Empezó un relato de pesadilla. En 1945, ella tenía cinco años. Una mañana, empezaron a llover bombas. En Kobe no era la primera vez que, aunque lejos, se oían. Pero aquella mañana Nishio-san sintió que esta vez iban a por ellos y no se equivocó. Se había quedado tumbada sobre el tatami, esperando que la muerte la sorprendiera dormida. De repente, justo a su lado, se produjo una explosión tan extraordinaria que, en un primer momento, la pequeña pensó que la habían despedazado. A continuación, sorprendida de haber sobrevivido, quiso cerciorarse de que sus miembros seguían unidos a su cuerpo, pero algo se lo impedía: había tardado un rato en comprender que estaba enterrada.
Así que entonces empezó a cavar con sus propias manos, esperando estar dirigiéndose hacia arriba, pero sin estar muy segura de que así fuera. En un momento dado, revolviendo la tierra, había tocado un brazo: ignoraba a quién pertenecía, ignoraba incluso si aquel brazo seguía unido a un cuerpo: la única certeza era que aquel brazo estaba muerto, separado de su propietario.

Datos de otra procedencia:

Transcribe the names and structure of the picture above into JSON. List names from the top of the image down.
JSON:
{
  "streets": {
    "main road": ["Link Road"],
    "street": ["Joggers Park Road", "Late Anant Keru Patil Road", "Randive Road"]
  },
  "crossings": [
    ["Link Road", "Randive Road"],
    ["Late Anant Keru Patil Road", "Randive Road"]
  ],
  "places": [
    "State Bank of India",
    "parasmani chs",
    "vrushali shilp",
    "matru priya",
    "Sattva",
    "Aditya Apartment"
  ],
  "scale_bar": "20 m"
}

Se había equivocado de rumbo. Dejó de cavar para escuchar: «Tengo que dirigirme hacia el ruido: allí es donde está la vida.» Había oído gritos y había intentado cavar en aquella dirección. Reanudó su trabajo de topo.
—¿Y cómo respirabas? —pregunté.
—No lo sé. Existe un modo. Al fin y al cabo, hay animales que viven bajo tierra y que respiran. El aire llegaba con dificultad, pero llegaba. ¿Quieres saber qué ocurrió después?
Lo estaba reclamando con entusiasmo.
Finalmente, Nishio-san llegó a la superficie. «Allí es donde está la vida», le había dicho su instinto. Se equivocaba: allí estaba la muerte. Entre las casas destrozadas había pedazos de seres humanos. La pequeña tuvo tiempo para reconocer la cabeza de su padre antes de que una enésima bomba explotase y la hundiese muy profundamente bajo los escombros.
Protegida por su mortaja de tierra, se preguntó primero si no quedarse allí: «Aquí es donde estoy más segura y hay menos horrores que ver.» Poco a poco, empezó a ahogarse. Había cavado hacia el ruido, aterrorizada ante la idea de lo que iba a descubrir esta vez. Hacía mal en preocuparse: no pudo ver nada ya que, apenas había emergido a la superficie, volvía a encontrarse cuatro metros más abajo.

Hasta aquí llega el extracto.